Otro ejemplo, muy diferente y mucho más triste es cuando hace poco, alguien que acababa de perder a su padre me decía “además de echarle de menos, te das cuenta de que el siguiente en morir eres tú”. Aquí interviene otra variable, asociada a la edad de forma irresoluble: la percepción de la propia mortalidad. Tal vez la cuestión es mucho más profunda y conviene ahondar sobre ello en otro post.
Cumplir años tiene, sin duda, su dificultad. Significa, entre otras cosas, abandonar una edad a la que ya nos habíamos acostumbrado y enfrentarnos a una nueva edad desconocida. Después de haber pasado 365 días aprendiendo a tener una determinada edad, de repente (o como si lo fuese), tienes otra. Además, solemos acompañar el hecho de cumplir años de un proceso reflexivo, de introspección, que no siempre nos favorece: nos centramos en lo que no hemos hecho, o, como me decía un conocido hace poco, en todo lo que ya no podremos hacer.

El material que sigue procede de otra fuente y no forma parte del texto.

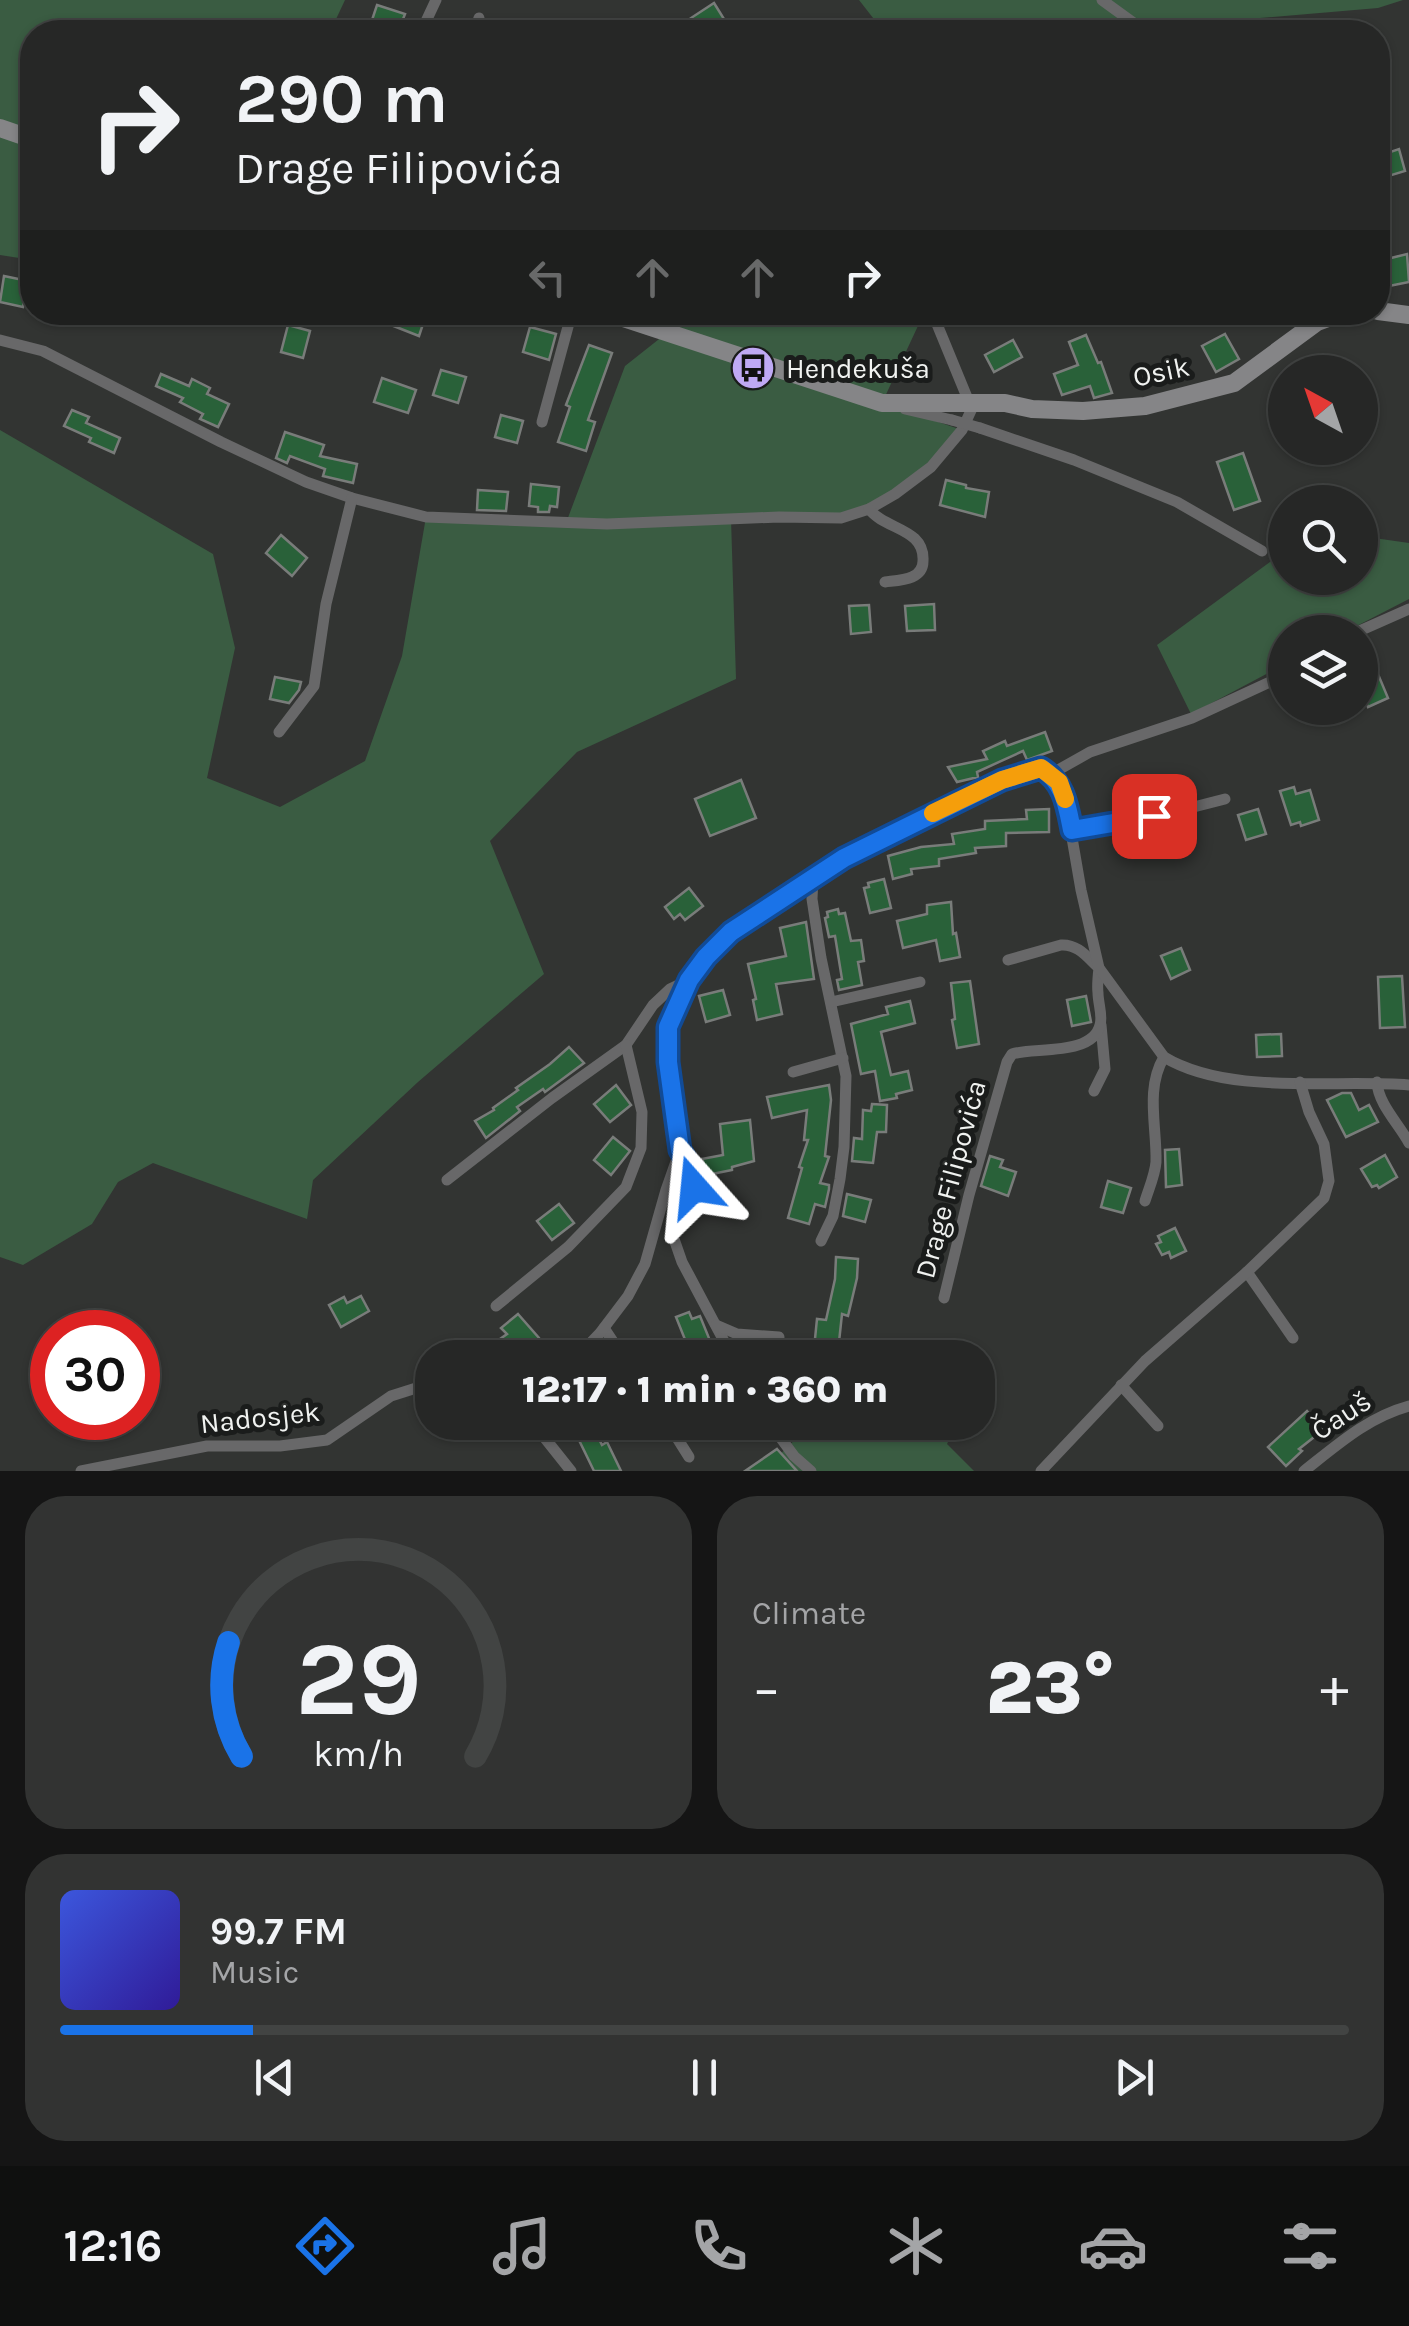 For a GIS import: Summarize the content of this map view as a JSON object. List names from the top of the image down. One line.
{"streets":{"main road":["Osik"],"street":["Drage Filipovića","Čauš","Nadosjek"]},"places":{"bus stop":["Hendekuša"]},"north":"top left","page":{"turn":["290 m","Drage Filipovića"],"limit":"30","trip":"12:17 · 1 min · 360 m","tile":"Climate","heat":["−","23°","+"],"song":["99.7 FM","Music"],"tabs":"12:16","gauge":["29","km/h"]}} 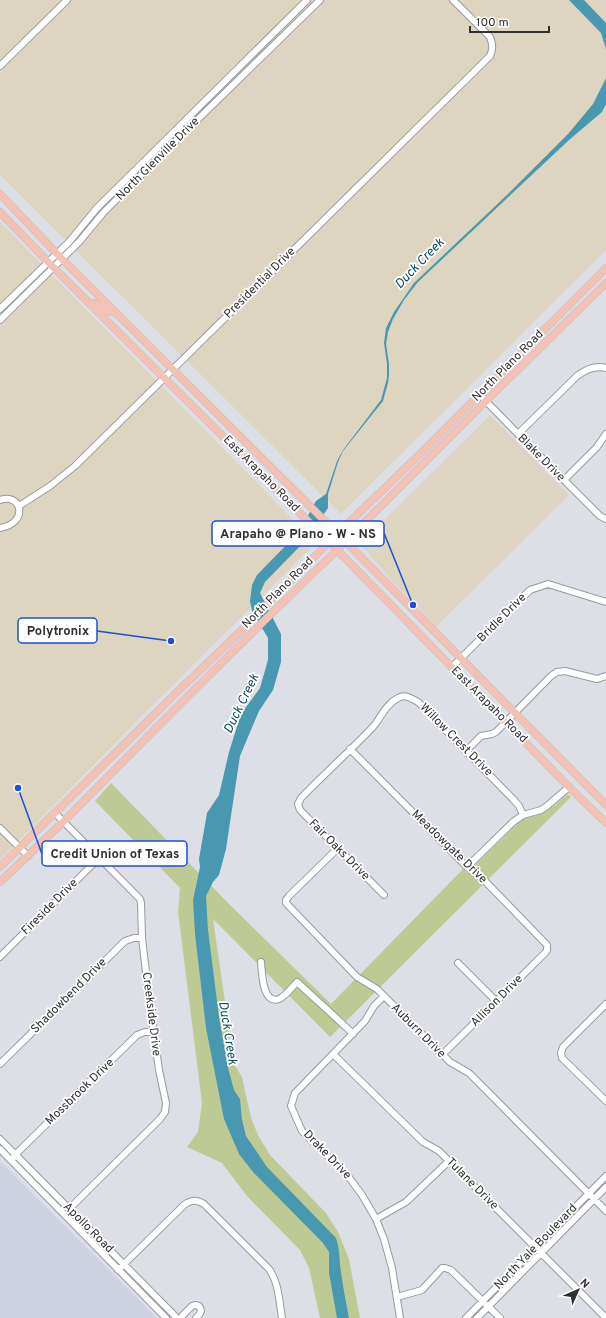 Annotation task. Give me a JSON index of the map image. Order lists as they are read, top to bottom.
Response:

Esta reflexión me sorprendía, porque le pregunté acerca de esas cosas que, a sus 44 años, consideraba que ya no podría hacer. Todo lo que me refirió eran cuestiones que, en realidad, nunca había querido hacer, o que no hacía por pura pereza. Es decir: si tuviese 20 años menos, postergaría esas “deseadas actividades” (hacer puénting, escalar el Everest, aprender a tocar el piano) hacia el futuro para descubrir, simplemente, que, incluso viviendo otra vida, son actividades que no quiso hacer.
No pretendo con estas palabras negar lo evidente; claro que hay actividades que ya no podremos hacer. Mi pregunta es si no podemos hacer ciertas cosas (esas que tanto arrepentimiento nos causan) por la edad o porque no queremos. Entiendo que nada nos garantiza el éxito de una actividad y que yo a mi edad ya no podría hacer patinaje artístico con triples tirabuzones. Pero lo cierto es que tampoco podía con 15 años y que entonces me daba el mismo miedo que ahora. Sí estoy convencida de que tenemos tiempo para empezar a hacer actividades nuevas, para aprender y desafiarnos a nosotros mismos sin importar la edad que tengamos. Y que a veces nos escondemos en la edad cumplida para no atrevernos a enfrentarnos a lo desconocido.
De hecho, nos enfrentamos a lo desconocido más a menudo de lo que creemos. Y nos enfrentamos a muchos más desafíos de los que nos creemos capaces de afrontar. Cumplir años significa abandonar edades que habíamos conseguido dominar, con sus misterios y sus retos, claro. Pero hay una ventaja que viene con nosotros, en el camino. Los pasados 365 días fueron días de aprendizaje, de experiencia. Cumplir años también nos permite conocernos más a nosotros mismos, conocer nuestros límites y hasta aprender a convivir con nosotros mismos. Y ese aprendizaje puede que no sea la deseada garantía de éxito ante los nuevos retos, pero sí nos ofrece la oportunidad de saber qué deseamos hacer con esos nuevos 365 días que tenemos por delante. Y si no lo sabemos, si no hemos aprendido a convivir bien con nosotros mismos, si no lo sabemos aún, tal vez es el momento de empezar a reflexionar sobre ello. Y esa decisión podemos tomarla en cualquier momento, sin importar nuestra edad. Ahora mismo, por ejemplo.